§ **Supplied entries**
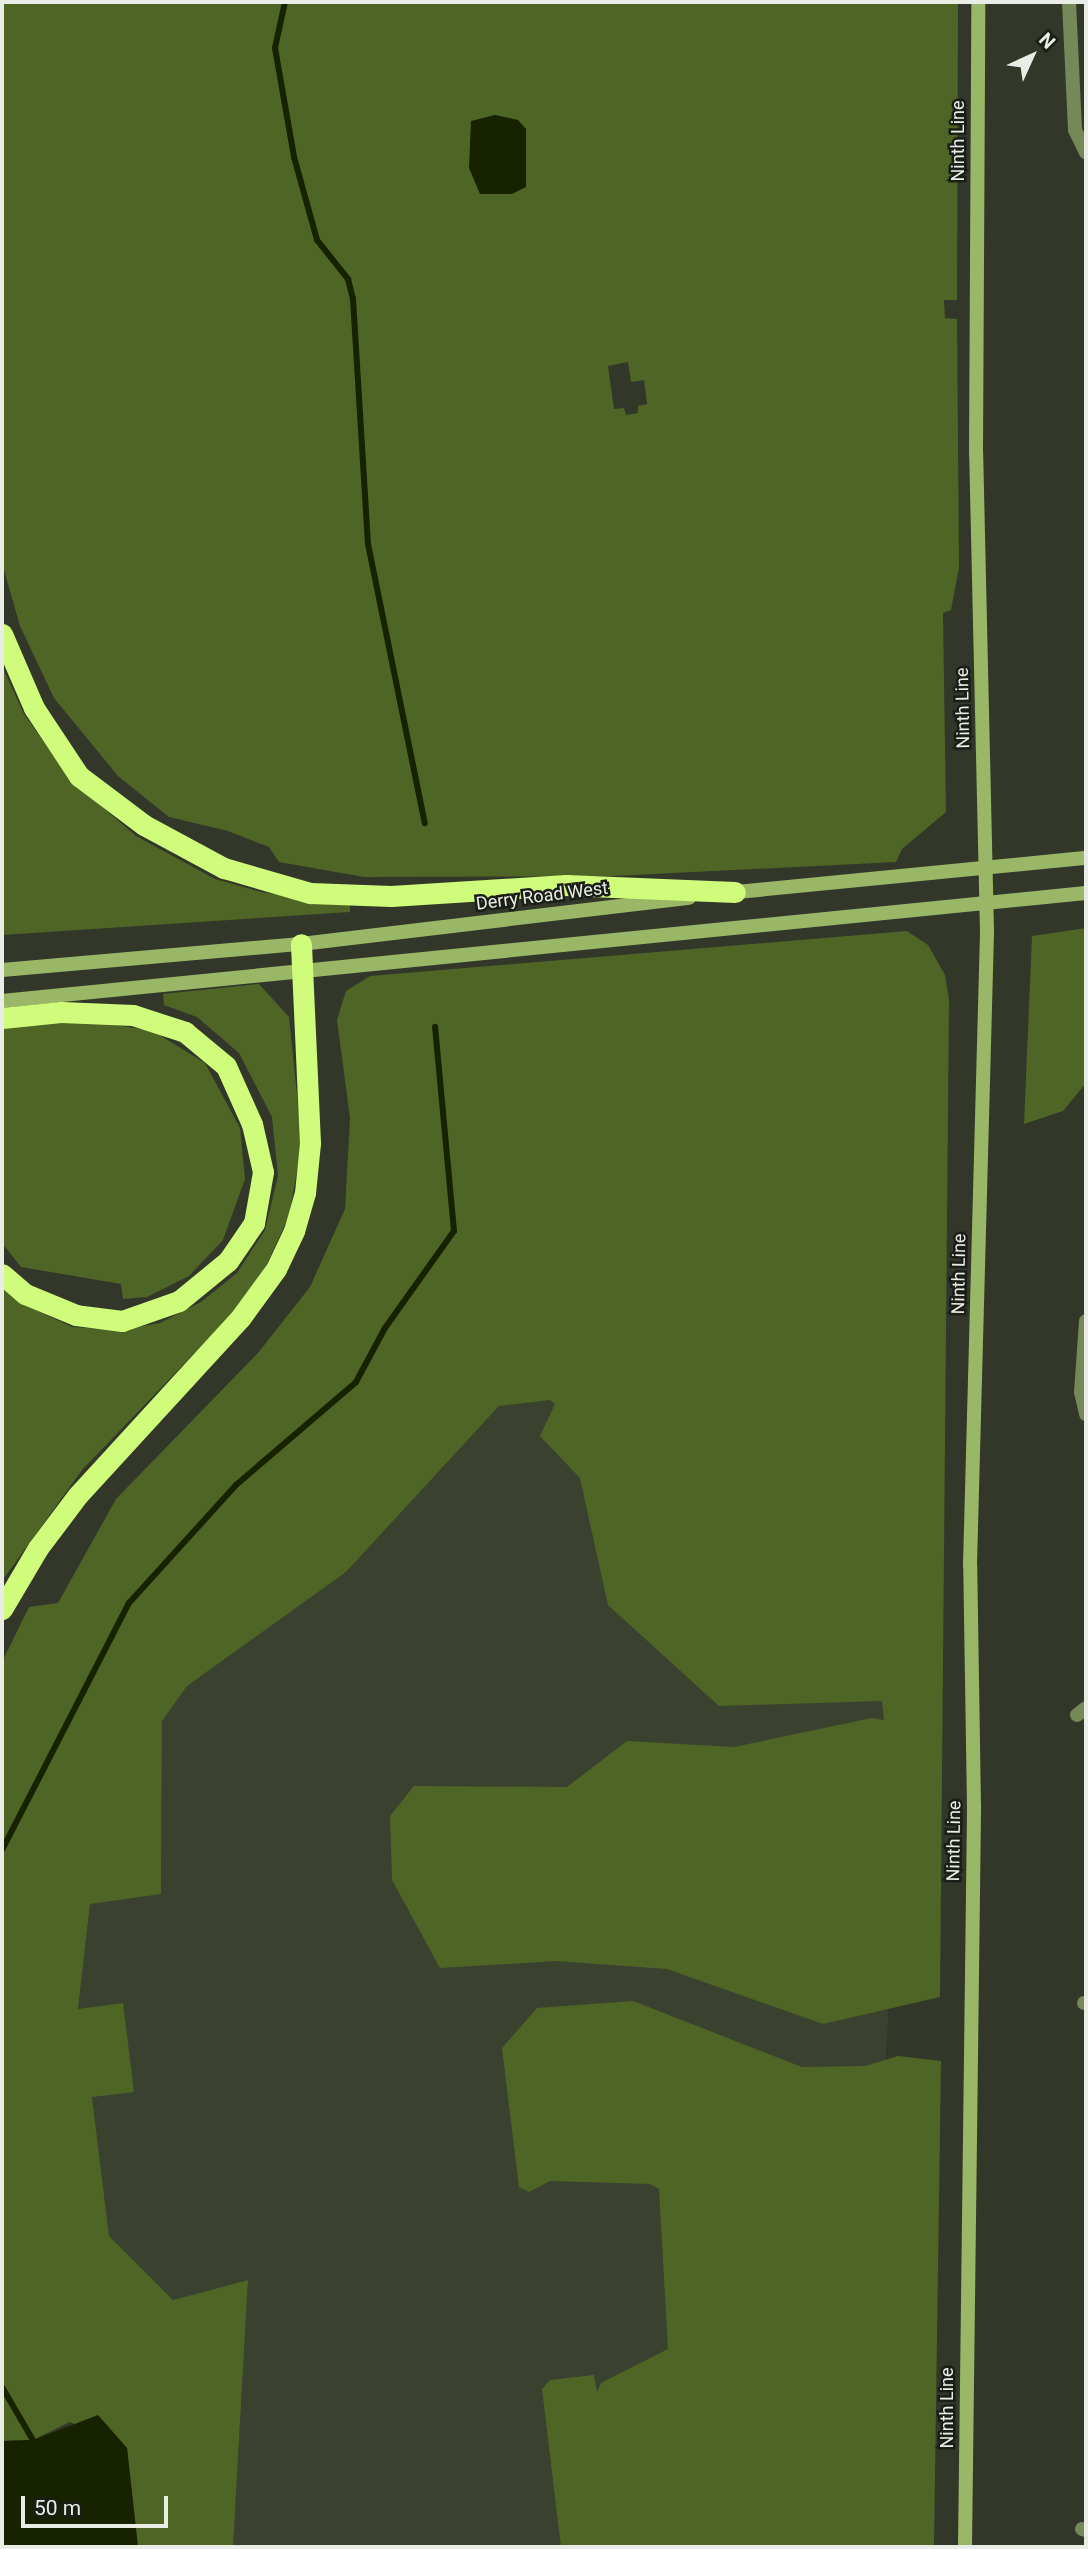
<!DOCTYPE html>
<style>
body{margin:0}
#map{position:relative;width:1088px;height:2549px;overflow:hidden;background:#32372a;font-family:Roboto,sans-serif}
div>[style]{position:absolute}
.built>*{inset:0;background:#3a422f}
.green>*{inset:0;background:#4f6525}
.water>*{inset:0;background:#172200}
.stream>*{height:6px;margin:-3px;padding:0 3px;transform-origin:3px;border-radius:3px;background:#172200}
.street>*{height:14px;margin:-7px;padding:0 7px;transform-origin:7px;border-radius:7px;background:#758857}
.secondary>*{height:14px;margin:-7px;padding:0 7px;transform-origin:7px;border-radius:7px;background:#9ab767}
.highway>*{height:21px;margin:-10.5px;padding:0 10.5px;transform-origin:10.5px;border-radius:10.5px;background:#cffc7b}
span{translate:-50% -50%;white-space:nowrap;text-align:center;line-height:1.15;-webkit-text-stroke:5px #1b1d17;paint-order:stroke}
.street-label{font-size:18px;color:#e9ede5}
.frame{position:absolute;inset:0;border:4px solid #e9ede5;pointer-events:none}
.north{position:absolute;left:997px;top:21px;width:70px;height:70px;-webkit-text-stroke:5px #1b1d17;paint-order:stroke;rotate:45deg;font-size:19px;font-weight:700;line-height:28px;text-align:center;color:#e9ede5}
.north::after{content:'';display:block;margin:auto;width:24px;height:32px;background:#e9ede5;clip-path:polygon(50% 0,100% 100%,50% 72%,0 100%)}
.scale{position:absolute;left:21px;top:2496px;width:147px;height:32px;box-sizing:border-box;border:4px solid #e9ede5;border-top:0;padding-left:9px;font-size:21px;line-height:24px;white-space:nowrap;color:#e9ede5;-webkit-text-stroke:5px #1b1d17;paint-order:stroke}
</style>
<div id="map">
<div class="built">
<div style="clip-path:polygon(892px 1354px,888px 2020px,874px 2254px,879px 2547px,233px 2547px,248px 2280px,173px 2300px,109px 2236px,92px 2097px,123px 2003px,78px 2010px,90px 1904px,161px 1893px,162px 1721px,187px 1686px,346px 1572px,499px 1406px)"></div>
</div>
<div class="green">
<div style="clip-path:polygon(evenodd,2px 2px,958px 2px,957px 300px,944px 300px,945px 318px,957px 319px,959px 568px,951px 610px,943px 613px,946px 812px,902px 849px,896px 862px,613px 876px,364px 877px,279px 862px,269px 847px,228px 831px,169px 817px,118px 776px,54px 698px,20px 626px,2px 563px,2px 2px,628px 362px,631px 382px,644px 380px,647px 404px,638px 406px,638px 413px,626px 415px,624px 408px,614px 409px,608px 366px,628px 362px)"></div>
<div style="clip-path:polygon(2px 666px,24px 714px,71px 780px,136px 836px,215px 879px,261px 892px,350px 905px,350px 912px,2px 935px)"></div>
<div style="clip-path:polygon(1086px 928px,1086px 1083px,1063px 1111px,1024px 1124px,1032px 936px)"></div>
<div style="clip-path:polygon(907px 931px,928px 945px,945px 975px,949px 1000px,940px 1997px,823px 2024px,667px 1969px,556px 1961px,440px 1968px,392px 1880px,390px 1816px,414px 1786px,567px 1787px,627px 1741px,734px 1747px,872px 1718px,884px 1720px,882px 1701px,719px 1706px,608px 1605px,580px 1478px,540px 1436px,555px 1404px,550px 1400px,499px 1406px,346px 1572px,187px 1686px,162px 1721px,161px 1894px,90px 1904px,78px 2009px,123px 2003px,134px 2092px,92px 2097px,109px 2236px,173px 2300px,248px 2280px,233px 2547px,138px 2547px,127px 2448px,70px 2422px,33px 2440px,2px 2441px,2px 1662px,29px 1607px,58px 1603px,116px 1499px,258px 1353px,310px 1287px,345px 1209px,350px 1118px,337px 1020px,346px 991px,370px 976px)"></div>
<div style="clip-path:polygon(259px 984px,289px 1017px,302px 1143px,289px 1216px,265px 1268px,232px 1314px,82px 1470px,2px 1581px,2px 1286px,23px 1304px,72px 1327px,120px 1330px,160px 1323px,201px 1302px,237px 1273px,265px 1230px,278px 1176px,272px 1117px,239px 1053px,197px 1017px,164px 1005px,163px 994px)"></div>
<div style="clip-path:polygon(75px 1018px,153px 1031px,205px 1063px,240px 1128px,245px 1179px,223px 1240px,189px 1276px,147px 1297px,123px 1299px,121px 1284px,21px 1267px,2px 1243px,2px 1023px)"></div>
<div style="clip-path:polygon(633px 2001px,802px 2067px,865px 2066px,898px 2056px,941px 2061px,934px 2547px,561px 2547px,542px 2389px,550px 2380px,594px 2375px,597px 2392px,601px 2383px,668px 2349px,659px 2189px,650px 2184px,550px 2181px,529px 2192px,519px 2187px,502px 2048px,537px 2008px)"></div>
</div>
<div class="water">
<div style="clip-path:polygon(495px 115px,518px 120px,526px 129px,526px 187px,512px 194px,480px 194px,469px 168px,471px 121px)"></div>
<div style="clip-path:polygon(98px 2415px,127px 2448px,138px 2547px,2px 2547px,2px 2441px,33px 2440px)"></div>
</div>
<div class="stream">
<div style="left:285px;top:2px;width:47px;rotate:102.3deg"></div>
<div style="left:275px;top:48px;width:111px;rotate:80.1deg"></div>
<div style="left:294px;top:157px;width:86px;rotate:74.5deg"></div>
<div style="left:317px;top:240px;width:50px;rotate:51.5deg"></div>
<div style="left:348px;top:279px;width:21px;rotate:76deg"></div>
<div style="left:353px;top:299px;width:245px;rotate:86.5deg"></div>
<div style="left:368px;top:544px;width:285px;rotate:78.5deg"></div>
<div style="left:2px;top:1850px;width:278px;rotate:-62.8deg"></div>
<div style="left:129px;top:1603px;width:159px;rotate:-47.8deg"></div>
<div style="left:236px;top:1485px;width:158px;rotate:-40.6deg"></div>
<div style="left:356px;top:1382px;width:61px;rotate:-61.8deg"></div>
<div style="left:385px;top:1328px;width:119px;rotate:-54.6deg"></div>
<div style="left:454px;top:1231px;width:205px;rotate:-95.3deg"></div>
<div style="left:2px;top:2387px;width:61px;rotate:59.7deg"></div>
</div>
<div class="street">
<div style="left:1069px;top:2px;width:128px;rotate:87.3deg"></div>
<div style="left:1075px;top:130px;width:25px;rotate:64deg"></div>
<div style="left:1086px;top:1321px;width:71px;rotate:94deg"></div>
<div style="left:1081px;top:1392px;width:23px;rotate:77deg"></div>
<div style="left:1077px;top:1715px;width:11px;rotate:-38deg"></div>
<div style="left:1084px;top:2003px;width:2px"></div>
<div style="left:1082px;top:2529px;width:4px;rotate:14deg"></div>
</div>
<div class="secondary">
<div style="left:727px;top:893px;width:361px;rotate:-5.6deg"></div>
<div style="left:2px;top:970px;width:300px;rotate:-5deg"></div>
<div style="left:301px;top:944px;width:391px;rotate:-6.8deg"></div>
<div style="left:2px;top:1001px;width:1089px;rotate:-5.69deg"></div>
<div style="left:965px;top:2547px;width:740px;rotate:-89.3deg"></div>
<div style="left:974px;top:1807px;width:242px;rotate:-90.9deg"></div>
<div style="left:970px;top:1565px;width:634px;rotate:-88.46deg"></div>
<div style="left:987px;top:931px;width:478px;rotate:-91.3deg"></div>
<div style="left:976px;top:453px;width:451px;rotate:-89.7deg"></div>
</div>
<div class="highway">
<div style="left:2px;top:634px;width:81px;rotate:66.6deg"></div>
<div style="left:34px;top:708px;width:82px;rotate:56.5deg"></div>
<div style="left:79px;top:776px;width:81px;rotate:37deg"></div>
<div style="left:144px;top:825px;width:91px;rotate:28.3deg"></div>
<div style="left:224px;top:868px;width:90px;rotate:16.2deg"></div>
<div style="left:310px;top:893px;width:81px;rotate:2.1deg"></div>
<div style="left:391px;top:896px;width:175px;rotate:-3.6deg"></div>
<div style="left:566px;top:885px;width:169px;rotate:2.4deg"></div>
<div style="left:2px;top:1018px;width:59px;rotate:-5.8deg"></div>
<div style="left:61px;top:1012px;width:72px;rotate:2.4deg"></div>
<div style="left:133px;top:1015px;width:55px;rotate:18.1deg"></div>
<div style="left:185px;top:1032px;width:53px;rotate:39.7deg"></div>
<div style="left:226px;top:1066px;width:64px;rotate:65.9deg"></div>
<div style="left:252px;top:1124px;width:49px;rotate:77.1deg"></div>
<div style="left:263px;top:1172px;width:52px;rotate:100deg"></div>
<div style="left:254px;top:1223px;width:46px;rotate:124.4deg"></div>
<div style="left:228px;top:1261px;width:63px;rotate:140.8deg"></div>
<div style="left:179px;top:1301px;width:60px;rotate:160.7deg"></div>
<div style="left:122px;top:1321px;width:46px;rotate:-172.6deg"></div>
<div style="left:76px;top:1315px;width:55px;rotate:-157.6deg"></div>
<div style="left:25px;top:1294px;width:30px;rotate:-139deg"></div>
<div style="left:2px;top:1609px;width:71px;rotate:-59.5deg"></div>
<div style="left:38px;top:1548px;width:66px;rotate:-53deg"></div>
<div style="left:78px;top:1495px;width:241px;rotate:-47.5deg"></div>
<div style="left:241px;top:1317px;width:59px;rotate:-53.9deg"></div>
<div style="left:276px;top:1269px;width:42px;rotate:-64.7deg"></div>
<div style="left:294px;top:1231px;width:40px;rotate:-74deg"></div>
<div style="left:305px;top:1193px;width:50px;rotate:-84.3deg"></div>
<div style="left:310px;top:1143px;width:199px;rotate:-92.6deg"></div>
</div>
<div class="street-label">
<span style="left:958px;top:141px;rotate:-90deg">Ninth Line</span>
<span style="left:963px;top:708px;rotate:-91deg">Ninth Line</span>
<span style="left:542px;top:896px;rotate:-7deg">Derry Road West</span>
<span style="left:959px;top:1274px;rotate:-89deg">Ninth Line</span>
<span style="left:954px;top:1841px;rotate:-89deg">Ninth Line</span>
<span style="left:947px;top:2408px;rotate:-90deg">Ninth Line</span>
</div>
<div class="frame"></div>
<div class="north">N</div>
<div class="scale">50 m</div>
</div>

§ **Exercise prompt**
Every line above with the string "inset" in it needs to be copied.

§ **Task output**
.built>*{inset:0;background:#3a422f}
.green>*{inset:0;background:#4f6525}
.water>*{inset:0;background:#172200}
.frame{position:absolute;inset:0;border:4px solid #e9ede5;pointer-events:none}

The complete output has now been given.